A l’issue de l’audience, le Président a fait savoir aux parties que le jugement serait rendu le 17 Décembre 2024.
JUGEMENT du 17 Décembre 2024
rendu à cette audience par mise à disposition au Greffe (en application
de l’article 450 alinéa 2 du Code de Procédure Civile)
signé par Yannick BRISQUET, Premier Vice-Président, et par Séverine MOIRÉ, Greffier.
FAITS ET PROCÉDURE
Suivant compromis sous seing privé en date du 27 juillet 2021 Mme [M] [O] veuve [C] s’est engagée à vendre une parcelle située [Adresse 11] à [Localité 22] (Vendée), cadastrée section BE n°[Cadastre 2] pour 29a 24ca, à la SARL [17], moyennant le prix de 365 500,00 €
Suivant le même compromis, Mme [E] [F] veuve [G] s’est engagée, avec Mme [P] [F] épouse [K], à vendre une parcelle située en la même commune, cadastrée section BE n°[Cadastre 3] pour 26a 50ca, à la même société, moyennant le prix de 331 250,00 € dont moitié lui revenant.

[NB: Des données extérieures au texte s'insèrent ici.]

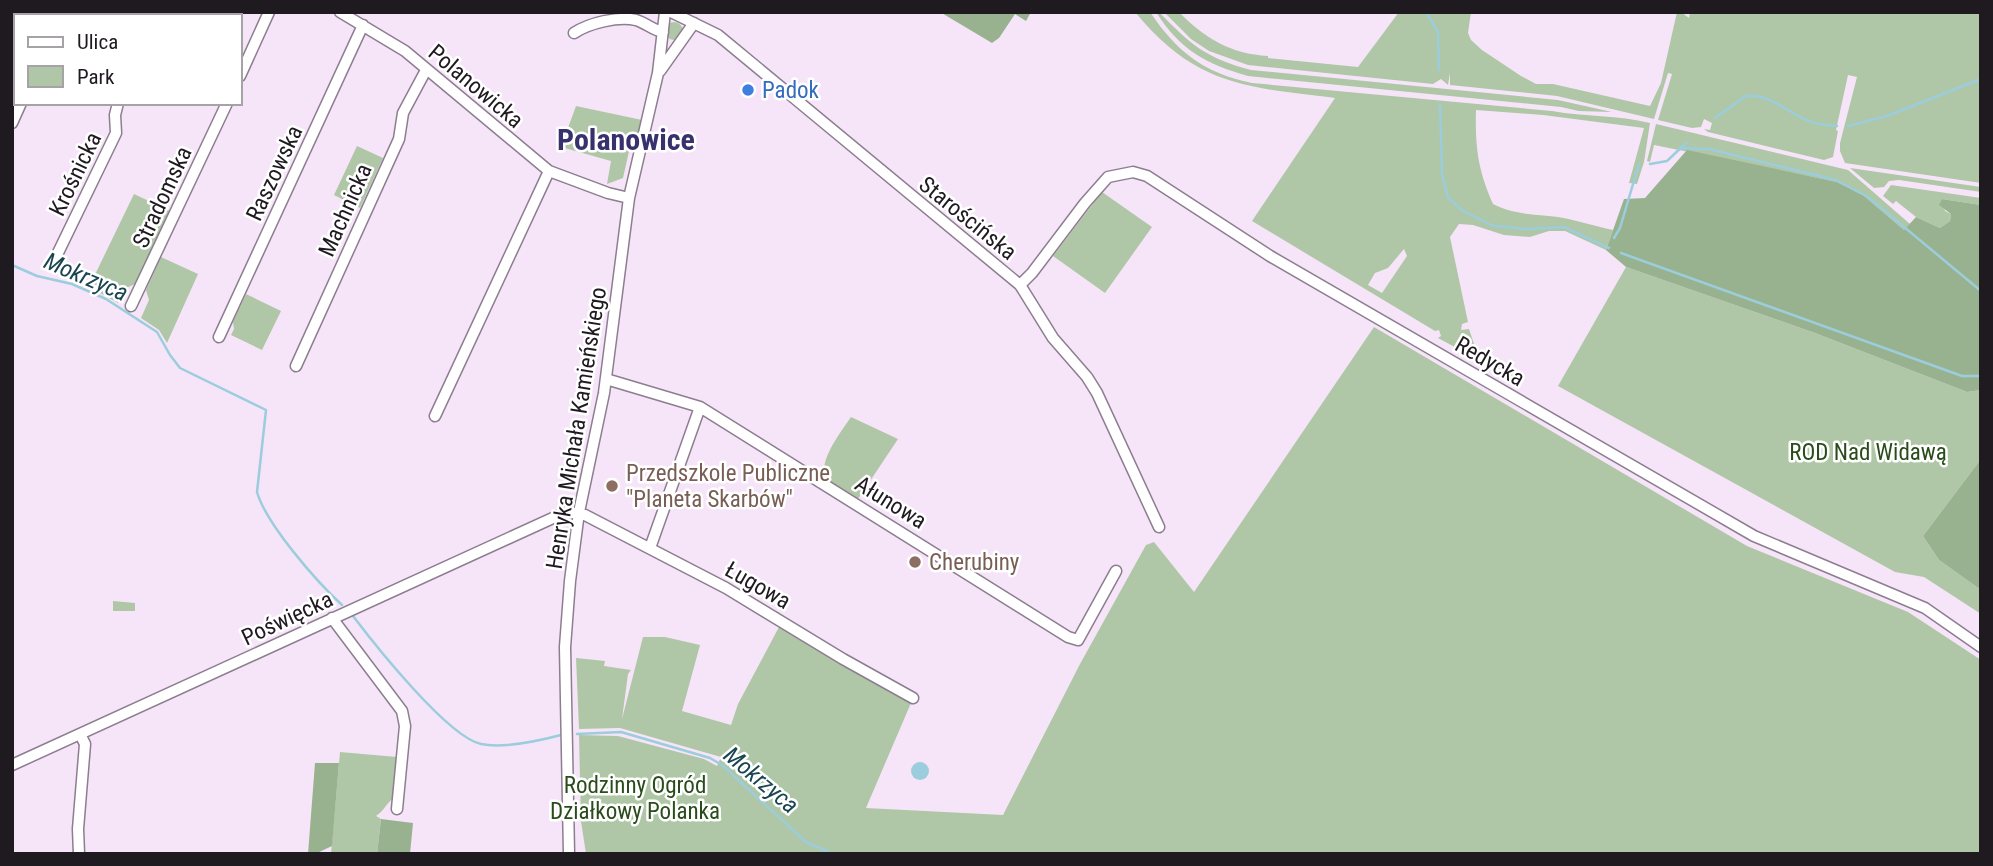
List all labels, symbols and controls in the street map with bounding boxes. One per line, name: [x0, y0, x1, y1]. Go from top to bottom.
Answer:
legend: [14, 14, 242, 105]
text: Ulica: [77, 30, 118, 54]
street label: Polanowicka: [423, 39, 529, 134]
text: Park: [77, 65, 115, 89]
place label: Padok: [762, 77, 820, 104]
marker: Padok: [740, 82, 756, 98]
street label: Raszowska: [241, 121, 308, 225]
district label: Polanowice: [557, 122, 695, 157]
street label: Krośnicka: [44, 128, 107, 220]
street label: Stradomska: [127, 142, 198, 252]
street label: Machnicka: [313, 160, 378, 261]
street label: Starościńska: [914, 171, 1022, 266]
water label: Mokrzyca: [40, 247, 132, 307]
street label: Henryka Michała Kamieńskiego: [541, 285, 612, 571]
street label: Redycka: [1450, 331, 1529, 392]
park label: ROD Nad Widawą: [1789, 439, 1947, 466]
place label: Przedszkole Publiczne "Planeta Skarbów": [626, 460, 830, 513]
street label: Ałunowa: [850, 470, 931, 535]
marker: Przedszkole Publiczne "Planeta Skarbów": [604, 478, 620, 494]
place label: Cherubiny: [929, 549, 1020, 576]
marker: Cherubiny: [907, 554, 923, 570]
street label: Ługowa: [720, 556, 795, 615]
street label: Poświęcka: [237, 586, 337, 651]
water label: Mokrzyca: [718, 741, 804, 819]
park label: Rodzinny Ogród Działkowy Polanka: [550, 772, 720, 825]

Une autre parcelle section BE n°[Cadastre 4] était vendue par M. et Mme [S], non-parties à la présente instance.
Il était stipulé que la vente était soumise à la réalisation de conditions suspensives dites de droit commun (absence de servitudes, état hypothécaire), d’obtention d’un permis de construire 22 maisons déposé au plus tard le 31 octobre 2021, obtenu au plus tard le 31 décembre 2021 et purgé au plus tard le 1er avril 2022, et que le prix sera payable en totalité à terme dans le délai d’un moins à compter de la réitération par acte authentique, les conditions suspensives devant être réalisées au plus tard le 30 septembre 2022, la signature de l’acte authentique devant avoir lieu au plus tard le 30 septembre 2022.

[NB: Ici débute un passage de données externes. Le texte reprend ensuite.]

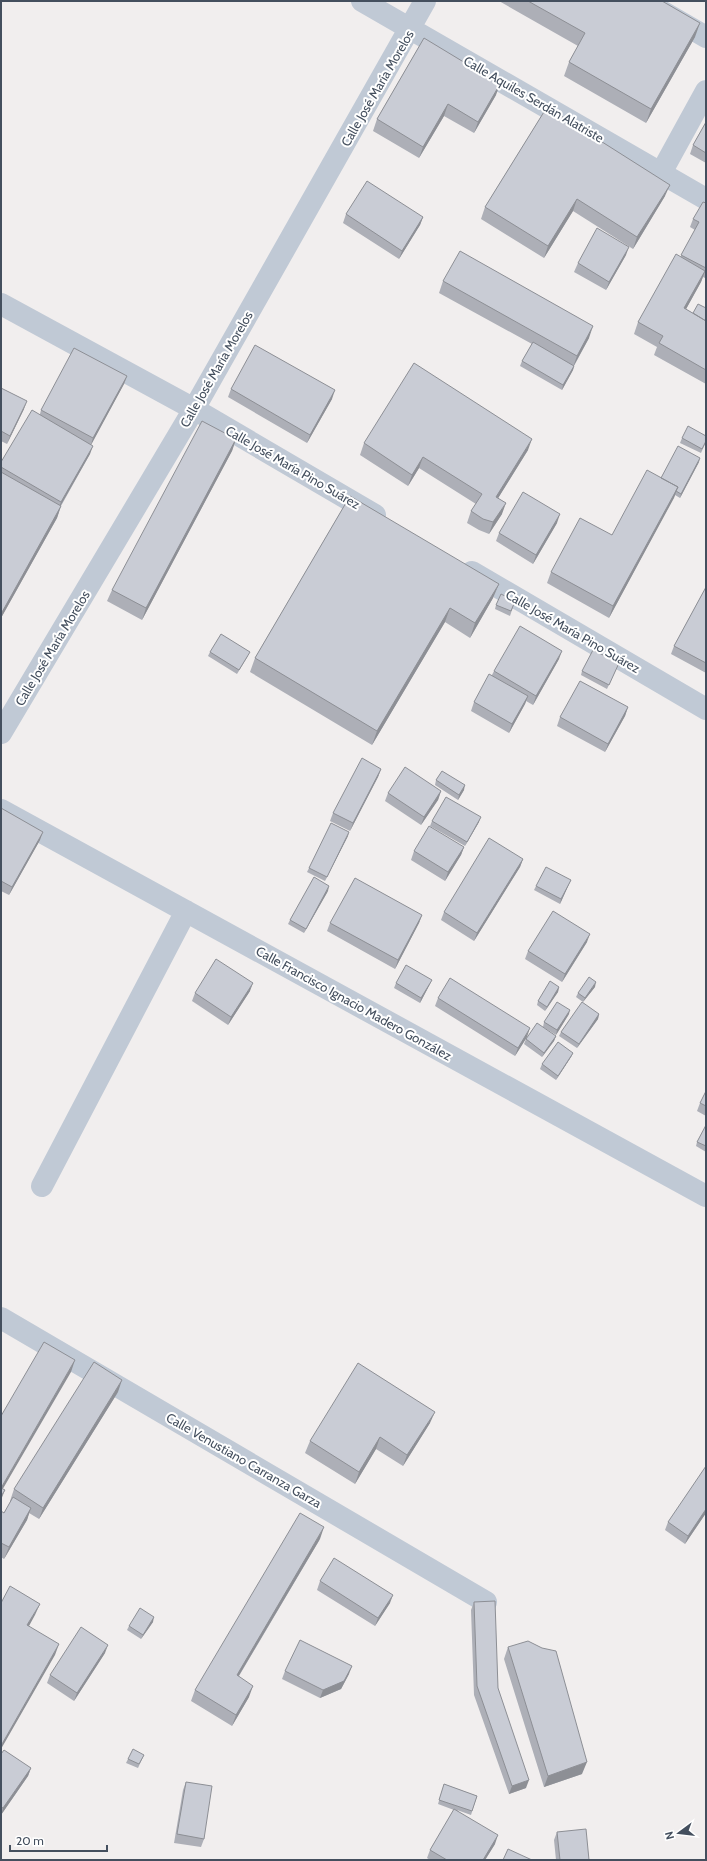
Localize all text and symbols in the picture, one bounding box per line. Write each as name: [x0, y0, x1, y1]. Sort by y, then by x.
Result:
street label: Calle José María Morelos: [337, 26, 417, 149]
street label: Calle Aquiles Serdán Alatriste: [461, 52, 607, 146]
street label: Calle José María Morelos: [176, 307, 256, 430]
street label: Calle José María Pino Suárez: [223, 422, 363, 512]
street label: Calle José María Pino Suárez: [503, 586, 643, 676]
street label: Calle José María Morelos: [11, 587, 93, 709]
street label: Calle Francisco Ignacio Madero González: [253, 942, 455, 1064]
street label: Calle Venustiano Carranza Garza: [164, 1409, 325, 1511]
north arrow: [659, 1813, 699, 1853]
scale bar: [10, 1827, 107, 1853]
text: N: [662, 1830, 677, 1841]
text: 20 m: [16, 1833, 44, 1848]

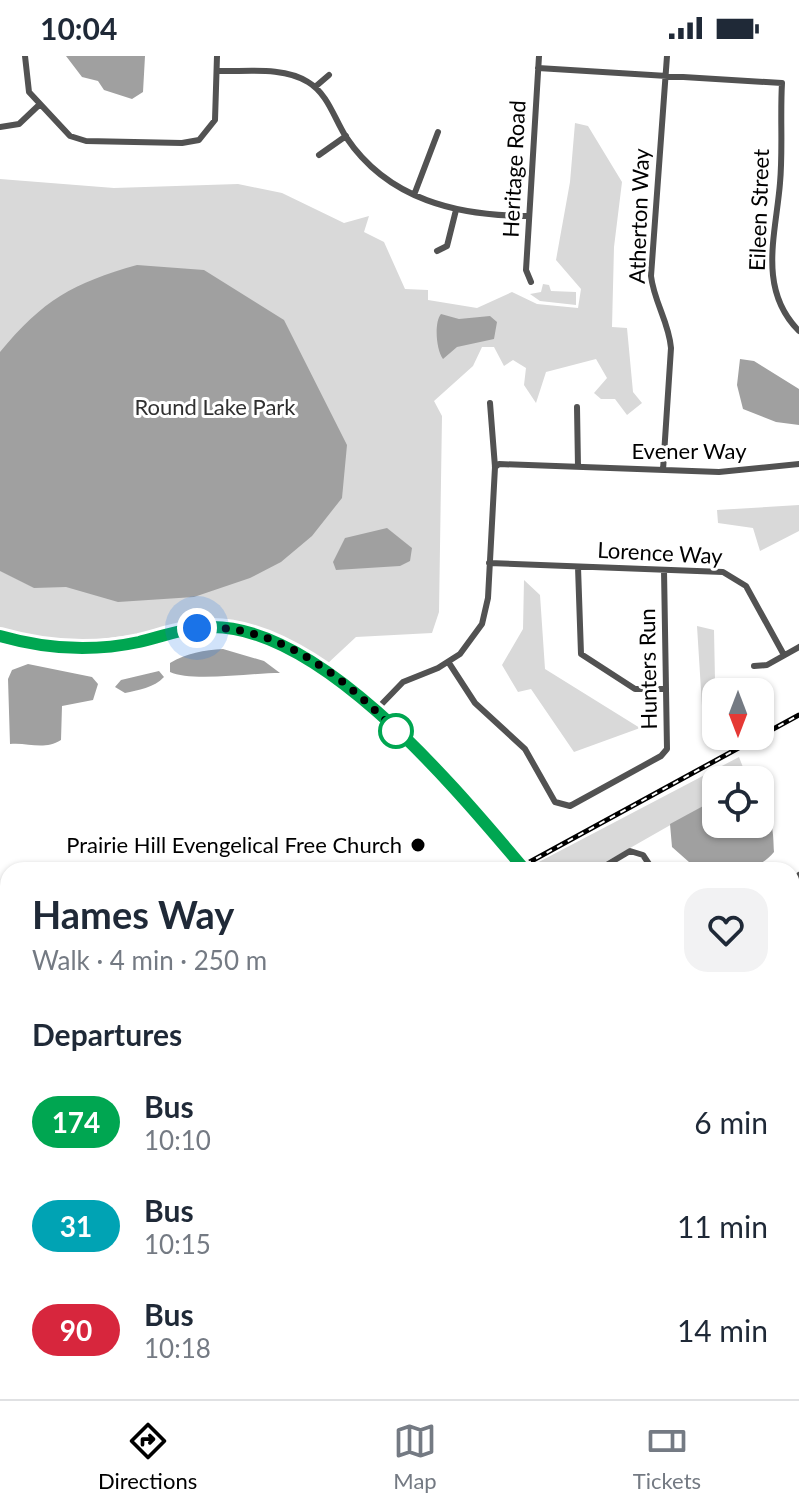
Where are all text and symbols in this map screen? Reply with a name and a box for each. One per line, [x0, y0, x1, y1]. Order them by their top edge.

Aucun dépôt de garantie n’était prévu.
Suivant acte sous signatures privées du 1er octobre 2022, la date de la promesse de vente a été prorogée du 30 septembre 2022 au 18 novembre 2022.
Par un courriel du 9 novembre 2022, Me [Z] [U] a informé les vendeurs que la signature de l’acte de vente était fixée le 16 novembre 2022.

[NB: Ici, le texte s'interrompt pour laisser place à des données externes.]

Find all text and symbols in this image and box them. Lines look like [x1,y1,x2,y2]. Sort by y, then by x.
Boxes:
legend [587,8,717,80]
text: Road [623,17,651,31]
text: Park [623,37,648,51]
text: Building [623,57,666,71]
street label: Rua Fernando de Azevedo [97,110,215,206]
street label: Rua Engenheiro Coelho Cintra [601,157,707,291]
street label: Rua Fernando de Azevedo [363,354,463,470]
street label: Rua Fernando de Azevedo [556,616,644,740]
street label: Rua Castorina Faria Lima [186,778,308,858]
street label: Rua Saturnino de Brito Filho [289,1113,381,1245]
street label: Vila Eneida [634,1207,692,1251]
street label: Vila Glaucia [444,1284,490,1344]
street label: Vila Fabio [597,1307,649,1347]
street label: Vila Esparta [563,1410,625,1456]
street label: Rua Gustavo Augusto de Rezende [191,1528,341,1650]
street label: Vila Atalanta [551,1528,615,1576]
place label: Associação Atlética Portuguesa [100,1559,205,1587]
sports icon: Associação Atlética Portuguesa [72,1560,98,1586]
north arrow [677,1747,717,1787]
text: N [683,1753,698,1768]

Suivant acte reçu par Me [Z] [U], le 19 décembre 2022 :
Mme [O] veuve [C] a vendu 14 parcelles issues de la parcelle section BE n°[Cadastre 2],Mme [F] veuve [G] a vendu 13 parcelles issues de la parcelle section BE n°[Cadastre 3], et M. et Mme [S] ont vendu 3 parcelles issues de la parcelle BE n°[Cadastre 4],à la Société civile de construction-vente LES [18].
Cet acte stipulait notamment que l’acquéreur s’oblige à payer le prix au vendeur au plus tard le 19 janvier 2023, qu’à la garantie du paiement une hypothèque légale était réservée au profit du vendeur mais que les vendeurs dispensaient le notaire de la prendre, se réservant de la prendre si bon lui semblait précision étant faite que «Cette inscription n’aura pas d’effet rétroactif, elle prendra rang à sa date de publication au service de la publicité foncière».
Le 23 février 2023, Me [Z] [U] a effectué le dépôt d’un bordereau d’inscription d’hypothèque légale spéciale du vendeur auprès du service de la publicité foncière.
Par jugement du 13 mars 2023, le Tribunal de commerce d’Angers a prononcé la liquidation judiciaire de la SCCV LES [18], la date de cessation des paiements étant fixée le 31 décembre 2022.
Mme [O] veuve [C] a déclaré sa créance le 13 avril 2023 à hauteur de 365 500 € et Mme [F] veuve [G] le 16 mars 2023 à hauteur de 125 625 €.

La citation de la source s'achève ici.